Dans le style d’un jeu télévisé, un scénario a été présenté pour engager le public et les panélistes dans une session interactive sur la façon dont ils reconstruiraient un monde qui a été détruit par les actions de l’homme. Chaque panéliste a présenté la chose qu’il apporterait avec lui dans ce nouveau monde, afin de reconstruire une communauté qui puisse croitre et prospérer. Sarah Jensen, la plus jeune panéliste de Greencastle Housing Cooperative, a proposé d’apporter un paquet de graines dans ce nouveau monde, de faire pousser de la nourriture et des ressources, et de construire une communauté en profitant de cette occasion pour enseigner à tous comment travailler ensemble. Tanguy de Gromard, panéliste d’éthi’Kdo en France, apporterait un livre intitulé Savoir Revivre, écrit pour enseigner aux communautés comment vivre de la terre, dans la nature. Aditya Yadav, de l’IFFCO en Inde, apportera une bouteille de 500 ml de Nano Urea, un engrais innovant qui peut nourrir la terre de manière durable, et Anna Aguirre, de Tazebaez en Espagne, apportera avec elle la constitution de la coopérative de travailleurs Ausolan, qui servira de base à une nouvelle communauté coopérative.
Nous savons que les coopératives intègrent l’utilisation de plateformes numériques dans leur stratégie opérationnelle et commerciale. Même si elles sont encore assez récentes, les plateformes sont là pour demeurer une nouvelle façon de faire des affaires et peuvent aider à mieux comprendre les besoins des membres.
À titre d’exemple, la plateforme de Smart partage les ressources et les risques entrepreneuriaux de ses membres afin d’offrir à chacun d’entre eux des conditions de travail durables. Cependant, il n’existe pas de modèle économique unique pour gérer les plateformes.
Dans différentes parties du monde, elles peuvent fonctionner différemment. Les plateformes peuvent aider les coopératives à se connecter et à se développer pour concurrencer les plateformes gérées par les multinationales. Mais comme le dit Greg Dinsdale, président et directeur général de LBMX Inc au Canada, nous devons garder à l’esprit que personne ne viendra sur une plateforme parce qu’il s’agit d’une plateforme coopérative. Les clients viendront parce qu’elle apporte une valeur ajoutée ou résout des problèmes commerciaux. En outre, nous devons également considérer que les plateformes des grands GAFAM (Google, Apple, Facebook, Amazon et Microsoft) ne sont pas adaptées au travail et aux réalités des coopératives, et qu’elles pourraient même leur nuire.
Ce panel diversifié a couvert une large perspective du champ à la fourchette et l’immense défi de nourrir la planète aujourd’hui et à l’avenir.
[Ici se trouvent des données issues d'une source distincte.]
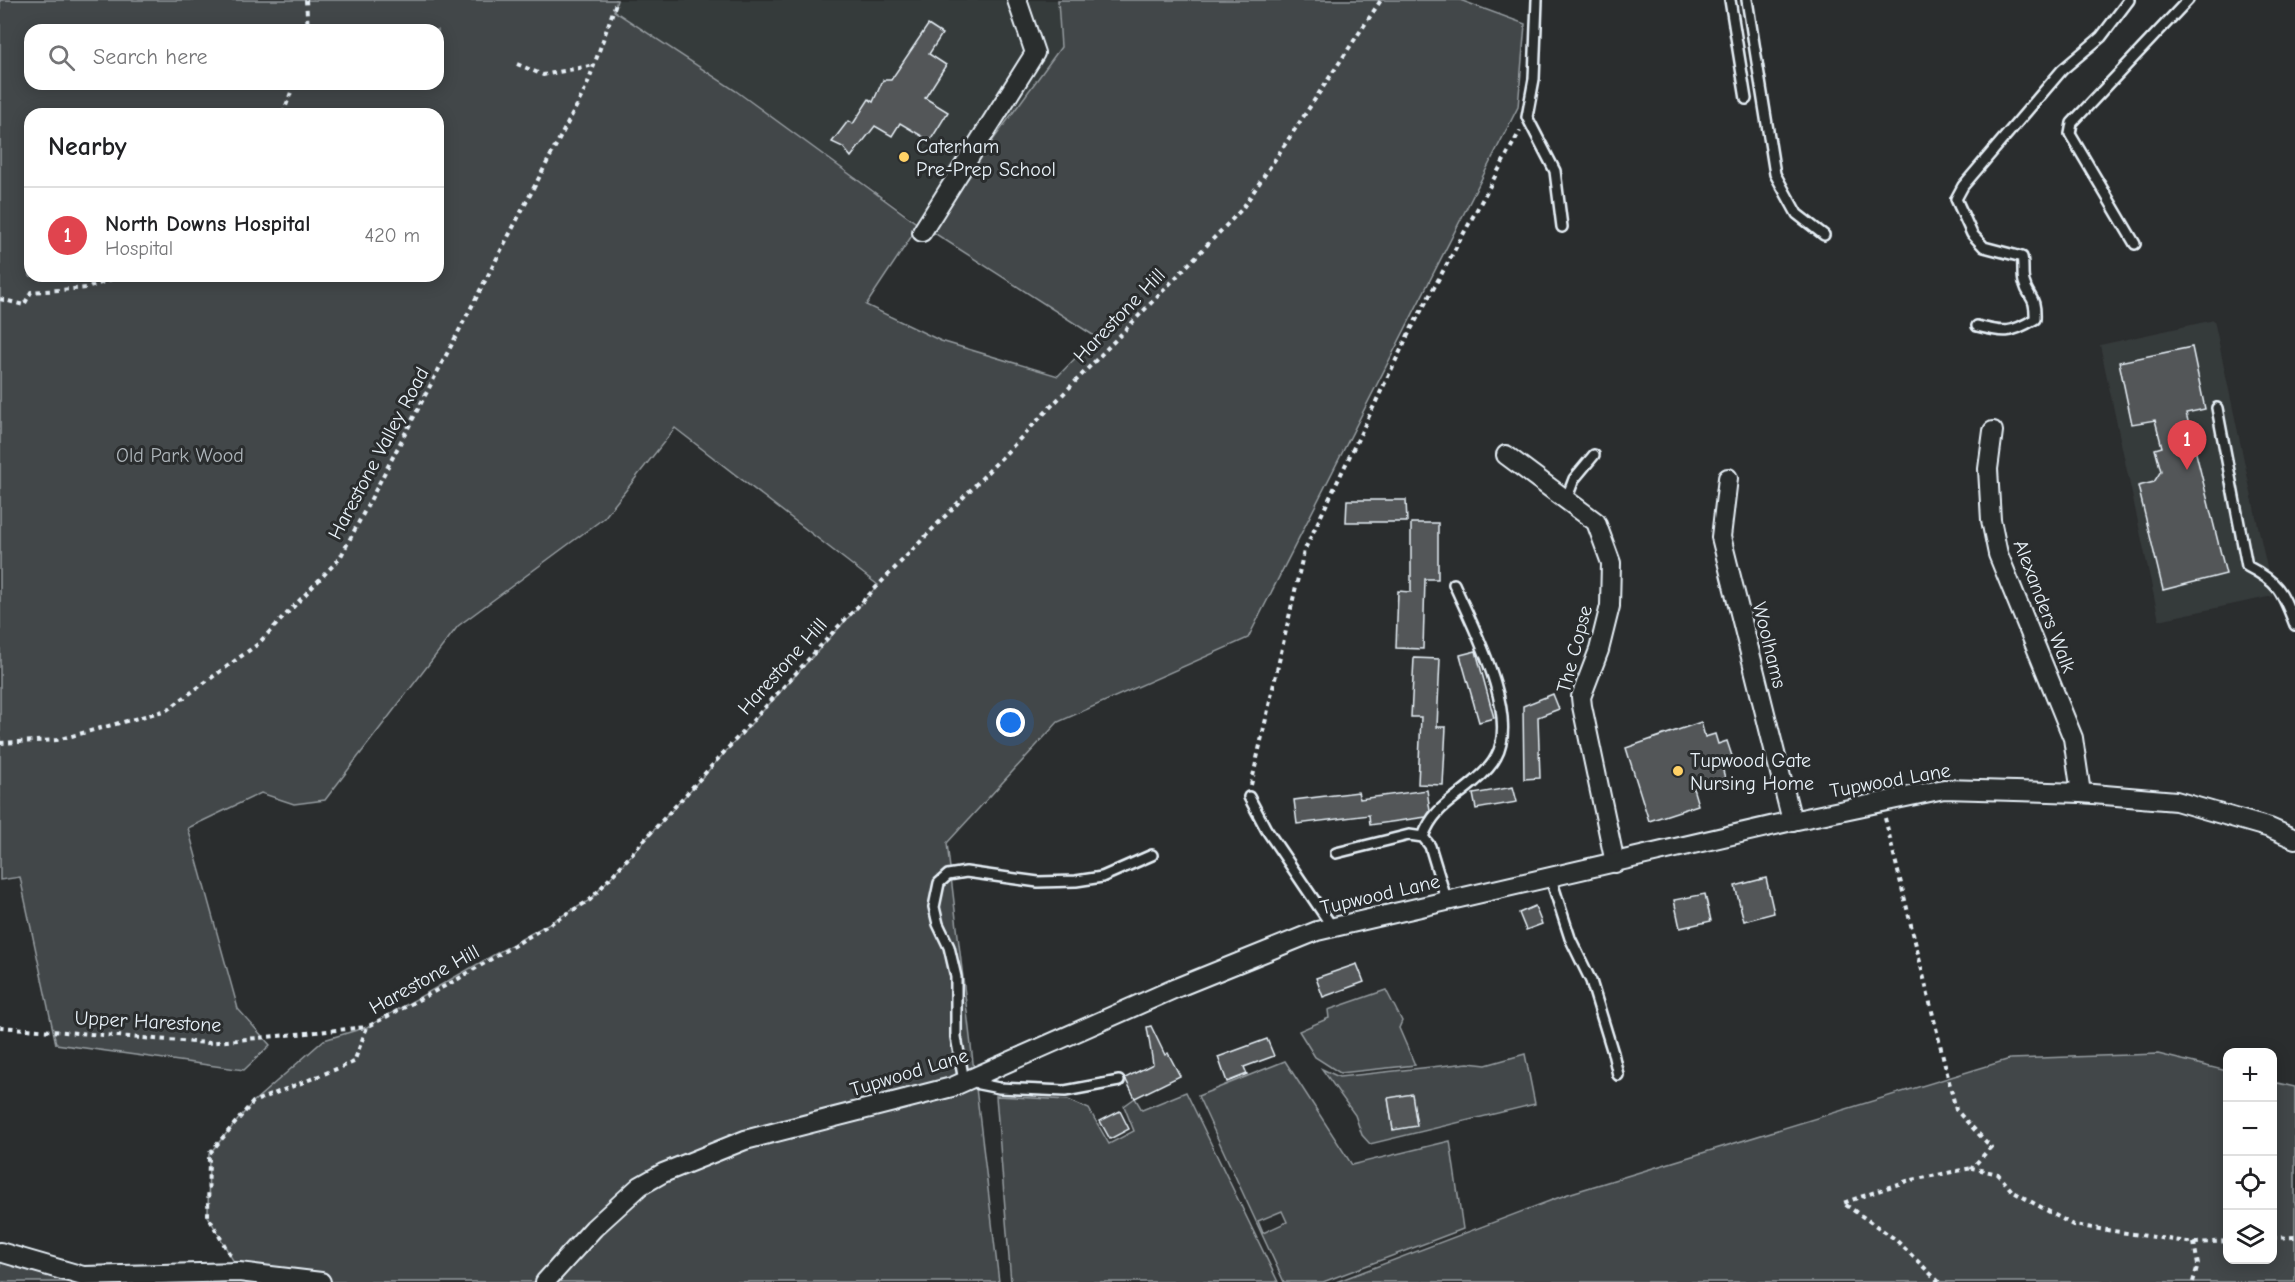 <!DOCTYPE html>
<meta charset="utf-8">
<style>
:root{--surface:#fff;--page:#f2f2f2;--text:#202124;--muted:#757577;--line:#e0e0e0;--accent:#1a73e8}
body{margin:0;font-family:"Comic Neue",sans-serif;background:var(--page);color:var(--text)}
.controls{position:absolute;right:18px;bottom:18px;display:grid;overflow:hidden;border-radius:12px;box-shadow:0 3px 15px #0003}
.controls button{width:54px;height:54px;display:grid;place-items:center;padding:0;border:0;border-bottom:2px solid var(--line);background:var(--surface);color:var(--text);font:30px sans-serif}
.you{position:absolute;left:1011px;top:723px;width:21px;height:21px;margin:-15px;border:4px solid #fff;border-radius:50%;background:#1a73e8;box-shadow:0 0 0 9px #1a73e833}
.badge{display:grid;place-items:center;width:39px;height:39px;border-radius:50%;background:var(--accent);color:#fff;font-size:20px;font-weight:700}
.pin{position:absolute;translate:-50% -50px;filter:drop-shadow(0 2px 3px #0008)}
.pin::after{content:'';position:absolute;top:32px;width:21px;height:18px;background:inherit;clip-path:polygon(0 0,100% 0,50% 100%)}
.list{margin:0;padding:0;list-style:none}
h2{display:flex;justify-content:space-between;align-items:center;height:78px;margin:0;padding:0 24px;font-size:26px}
h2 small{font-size:20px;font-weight:400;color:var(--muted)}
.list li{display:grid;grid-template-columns:39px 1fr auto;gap:18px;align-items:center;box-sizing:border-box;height:96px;padding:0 24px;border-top:2px solid var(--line)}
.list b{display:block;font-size:22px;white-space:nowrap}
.list p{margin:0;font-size:20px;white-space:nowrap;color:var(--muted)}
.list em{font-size:20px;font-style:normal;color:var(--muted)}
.icon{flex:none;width:33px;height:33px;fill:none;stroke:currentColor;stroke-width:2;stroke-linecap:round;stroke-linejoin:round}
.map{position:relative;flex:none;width:2295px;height:1282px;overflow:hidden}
.search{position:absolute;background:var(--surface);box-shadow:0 3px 15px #0003;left:24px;top:24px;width:420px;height:66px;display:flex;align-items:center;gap:15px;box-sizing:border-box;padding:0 21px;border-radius:18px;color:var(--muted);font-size:22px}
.panel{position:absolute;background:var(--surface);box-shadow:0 3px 15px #0003;left:24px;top:108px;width:420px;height:174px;border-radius:18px}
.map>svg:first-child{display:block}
</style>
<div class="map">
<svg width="2295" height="1282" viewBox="0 0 2295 1282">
<rect width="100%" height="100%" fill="#2a2d2e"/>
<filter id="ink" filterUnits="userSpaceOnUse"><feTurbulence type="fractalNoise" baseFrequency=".0167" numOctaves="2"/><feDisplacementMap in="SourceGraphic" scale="12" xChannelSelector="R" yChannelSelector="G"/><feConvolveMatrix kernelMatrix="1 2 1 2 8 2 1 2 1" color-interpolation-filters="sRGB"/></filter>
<g filter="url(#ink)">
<g fill="#363a3b">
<polygon points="617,0 1058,0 1061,47 928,229 736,91 614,10"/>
<polygon points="2214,320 2273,596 2159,620 2100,345"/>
</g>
<g fill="#424648" stroke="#959ca0" stroke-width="1.5" fill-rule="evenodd">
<path d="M0,0H617L614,11L736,91L919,225L866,305L941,341L1058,376L1096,337L928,229L1061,47L1058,0H1460L1525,24L1518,107L1248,638L1058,722L947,843L999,1282H0V1256L83,1276L239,1271L208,1216L209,1154L253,1102L324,1040L367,1027L590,900L878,585L675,428L604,518L458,626L325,800L294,804L261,793L188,828L238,1009L270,1045L244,1070L56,1044L20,877L0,880ZM30,30H438V84H30ZM30,114H438V276H30Z"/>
<polygon points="1386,990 1402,1021 1399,1028 1415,1065 1340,1073 1315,1057 1299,1031 1329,1018 1328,1010"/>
<path d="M1525,1054L1535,1104L1370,1144L1362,1135L1355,1115L1322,1069L1339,1077L1468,1063L1486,1065ZM1412,1094L1417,1126L1393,1130L1388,1098Z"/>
<polygon points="2158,1054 2227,1071 2228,1260 2272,1260 2273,1082 2295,1087 2295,1282 1336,1282 1568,1194 2010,1059"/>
<path d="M1285,1061L1352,1165L1450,1141L1463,1229L1323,1282H1284L1198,1096ZM1282,1211L1287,1222L1263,1233L1258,1221Z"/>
<polygon points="1186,1092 1278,1282 1011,1282 996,1096 1068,1100 1089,1109 1109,1144 1134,1131 1124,1106 1135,1098 1142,1110"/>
</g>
<g fill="#535759" stroke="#e8f1f8" stroke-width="1.5">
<polygon points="928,25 942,34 929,54 946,65 925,98 948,112 930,141 900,123 892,136 875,126 851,157 843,147 832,142 848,121 853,124 869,99 873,102 883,80 891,80"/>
<polygon points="2192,347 2205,409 2186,413 2226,574 2163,590 2138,486 2154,482 2161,471 2155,449 2162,447 2155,420 2132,424 2119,362"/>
<polygon points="1347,500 1406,500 1407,522 1346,522"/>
<polygon points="1411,523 1438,523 1438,579 1425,579 1423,649 1396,648 1398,591 1411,592"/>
<polygon points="1476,651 1494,718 1479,722 1460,655"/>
<polygon points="1414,658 1440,659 1437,727 1446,727 1443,785 1418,784 1421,717 1411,717"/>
<polygon points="1553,694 1559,709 1538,717 1540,778 1524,779 1523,706"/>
<polygon points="1701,722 1705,737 1715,734 1718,744 1727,741 1733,759 1721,763 1725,778 1693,788 1698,805 1649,821 1626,748"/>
<polygon points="1513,787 1517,802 1476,809 1473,794"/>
<polygon points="1427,790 1430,811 1426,817 1370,825 1369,815 1297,824 1294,800 1358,792 1360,799"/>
<polygon points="1766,878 1774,913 1744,921 1735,886"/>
<polygon points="1705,894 1711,921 1680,928 1674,900"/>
<polygon points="1535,906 1542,924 1526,930 1519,913"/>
<polygon points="1357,964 1364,982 1323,997 1316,978"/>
<polygon points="1151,1026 1165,1055 1168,1053 1180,1076 1135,1098 1125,1078 1153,1064 1147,1027"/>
<polygon points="1267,1039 1274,1056 1244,1067 1247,1074 1227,1082 1218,1057"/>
<polygon points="1412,1094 1417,1126 1393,1130 1388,1098"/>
<polygon points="1120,1111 1129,1129 1110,1139 1100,1121"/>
</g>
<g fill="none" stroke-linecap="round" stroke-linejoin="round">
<defs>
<g id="service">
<polyline points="1537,0 1534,79 1527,117 1555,171 1562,227"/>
<polyline points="1730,0 1746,99"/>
<polyline points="1747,0 1775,174 1797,214 1824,235"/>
<polyline points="2135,244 2070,134 2072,123 2188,0"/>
<path d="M1977,326C2004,333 2010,334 2035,319C2036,295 2029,300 2024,282C2022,274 2024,265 2022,257L1984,247L1972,234L1956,199L1963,186L2062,70L2101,37L2129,0"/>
<path d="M2217,408L2247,566C2280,583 2282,592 2295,625"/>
<polyline points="1566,500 1574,479 1594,455"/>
<polyline points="1249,797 1266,829 1333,928"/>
<path d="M1423,837C1433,808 1454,800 1475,781C1482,775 1492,765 1496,757C1520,714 1472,625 1454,584"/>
<polyline points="1336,853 1409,835 1423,837 1430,846 1447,902"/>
<polyline points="1551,879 1570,938 1591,981 1613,1053 1618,1075"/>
<polyline points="972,1078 979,1084 999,1088 1065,1091 1119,1081"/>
<polyline points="964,1081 956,1037 956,977 949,947 938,924 934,907 939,883 948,875 966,872 1038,882 1076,881 1102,877 1152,855"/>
</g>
<g id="minor">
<polyline points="922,232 1035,53 1017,0"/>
<polyline points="1993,431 1988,469 1991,520 1998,554 2073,738 2081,793"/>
<polyline points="1506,455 1596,522 1611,563 1610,606 1599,650 1581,697 1582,706 1615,863"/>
<polyline points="1728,478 1721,537 1792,821"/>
<polyline points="0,1252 83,1276 239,1272 321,1282"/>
<polyline points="545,1282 594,1228 640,1186 663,1173 745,1140 952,1087 1176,988 1317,931 1792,821 1944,789 2081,793 2176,801 2270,828 2295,839"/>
</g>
</defs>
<use href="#service" stroke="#e8f1f8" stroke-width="14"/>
<use href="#minor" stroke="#e8f1f8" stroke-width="22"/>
<g stroke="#e8f1f8" stroke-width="4" stroke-dasharray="4.5 4.5" stroke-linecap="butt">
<polyline points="306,0 308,30"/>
<polyline points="517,64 543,75 595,65"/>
<polyline points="283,114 294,84"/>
<polyline points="0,299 24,305 31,292 87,288 120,276"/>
<polyline points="0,743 57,740 167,710 258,644 340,558 586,88 617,0"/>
<polyline points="1251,785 1304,551 1409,333 1520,131"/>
<polyline points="1885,818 1956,1110 1991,1147 1972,1168 1998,1174 2012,1191 2073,1225 2194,1243 2228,1241"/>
<polyline points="0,1027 207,1043 367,1027"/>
<polyline points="2272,1238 2295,1237"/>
<polyline points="230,1255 208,1216 209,1154 253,1102 354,1062 367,1027 458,979 590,900 835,630 1242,209 1381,0"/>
<polyline points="1939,1282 1895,1239 1843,1203 1907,1181 1972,1168"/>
<polyline points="2193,1282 2198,1265 2194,1243"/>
</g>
<use href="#service" stroke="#2a2d2e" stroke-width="9"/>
<use href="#minor" stroke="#2a2d2e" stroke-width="18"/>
</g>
</g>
<g fill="#ffd166" stroke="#2a2d2e" stroke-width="2">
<circle cx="904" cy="157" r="6"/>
<circle cx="1678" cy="771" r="6"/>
</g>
<g text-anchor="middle" stroke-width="6" stroke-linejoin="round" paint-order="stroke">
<g font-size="20" fill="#e8f1f8" stroke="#2a2d2e" text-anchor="start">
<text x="916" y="153">Caterham<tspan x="916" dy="23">Pre-Prep School</tspan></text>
<text x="1690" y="767">Tupwood Gate<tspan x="1690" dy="23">Nursing Home</tspan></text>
</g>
<g font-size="20" fill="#e8f1f8" stroke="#2a2d2e">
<text transform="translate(1119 315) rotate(-46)" y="7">Harestone Hill</text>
<text transform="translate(378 453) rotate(-62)" y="7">Harestone Valley Road</text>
<text transform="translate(2045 606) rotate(69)" y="7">Alexanders Walk</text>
<text transform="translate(1770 645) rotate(76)" y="7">Woolhams</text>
<text transform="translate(1574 649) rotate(-75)" y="7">The Copse</text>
<text transform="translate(782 666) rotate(-48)" y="7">Harestone Hill</text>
<text transform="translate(1890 780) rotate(-10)" y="7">Tupwood Lane</text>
<text transform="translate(1380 894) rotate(-13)" y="7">Tupwood Lane</text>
<text transform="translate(424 979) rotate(-29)" y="7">Harestone Hill</text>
<text transform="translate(148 1021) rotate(3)" y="7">Upper Harestone</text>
<text transform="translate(909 1072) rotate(-17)" y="7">Tupwood Lane</text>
</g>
<g font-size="20" fill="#aeb5ba" stroke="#2a2d2e">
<text x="180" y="462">Old Park Wood</text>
</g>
</g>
</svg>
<div class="controls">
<button>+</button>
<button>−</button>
<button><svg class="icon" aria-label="locate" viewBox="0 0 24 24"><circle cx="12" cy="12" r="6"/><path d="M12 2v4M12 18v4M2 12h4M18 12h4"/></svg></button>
<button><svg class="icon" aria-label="layers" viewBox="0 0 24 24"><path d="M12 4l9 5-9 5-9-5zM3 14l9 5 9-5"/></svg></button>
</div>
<div class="you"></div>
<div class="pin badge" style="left:2187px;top:470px;background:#e0444e">1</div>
<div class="search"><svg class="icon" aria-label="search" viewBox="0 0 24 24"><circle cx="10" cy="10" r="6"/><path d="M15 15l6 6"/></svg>Search here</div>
<section class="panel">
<h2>Nearby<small></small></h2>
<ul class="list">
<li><span class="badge" style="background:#e0444e">1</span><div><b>North Downs Hospital</b><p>Hospital</p></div><em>420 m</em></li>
</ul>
</section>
</div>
Les panélistes représentaient des coopératives de consommateurs de Finlande et du Japon, ainsi que diverses formes d’organisations coopératives de producteurs d’Écosse, de France et du Portugal. Tous ont en commun l’importance d’une action continue et agressive pour innover face à la « vérité brutale » de la crise climatique, au changement de génération dans l’agriculture et à l’évolution des attentes des consommateurs, a déclaré Bob Yuill, directeur général adjoint de la SAOS (Écosse). La nature des coopératives, axée sur les objectifs et les personnes, permet à l’agriculture de prospérer tout en maintenant la communauté, la propriété et l’utilisation intelligente des données par les agriculteurs et les consommateurs. Elle permet également une action collective en faveur de l’agriculture régénératrice et de la précision, ainsi que des possibilités de relations et de connexions profondes entre les producteurs et les consommateurs.
Inmaculada Buendía-Martínez, professeur associé à l’université de Castilla-La ß, révèle que pour attirer les millénariaux, le salaire versé par les coopératives doit être équivalent à celui des autres entreprises. Cependant, à salaire égal, les jeunes choisissent les coopératives plutôt qu’un autre type d’entreprise. Néanmoins, le manque de sensibilisation aux coopératives est l’un des plus grands défis à relever pour attirer et garder les millénariaux. Selon Conor O’Neill, jeune dirigeant de MidCounties (Royaume-Uni), le message doit être court et clair, et l’intention doit être réelle. Un leadeurship fort et positif de la part des dirigeants de la coopérative est un moyen attrayant d’attirer de nouveaux employés. Sylandi Brown, une jeune dirigeante qui occupe le poste de responsable de la communication à l’OCDC, a souligné qu’un bon patron doit être un bon dirigeant. Pour Guy Cormier, président-directeur général du Mouvement Desjardins, Canada, être un bon leadeur, c’est être en contact avec son équipe, toujours apprendre les uns des autres, et rester proche des différentes branches de son organisation pour voir comment les gens s’entraident.
Pour Doug O’Brien, PDG de la coopérative américaine NCBA-CLUSA, « le sixième principe (coopération entre les coopératives) est notre superpuissance ».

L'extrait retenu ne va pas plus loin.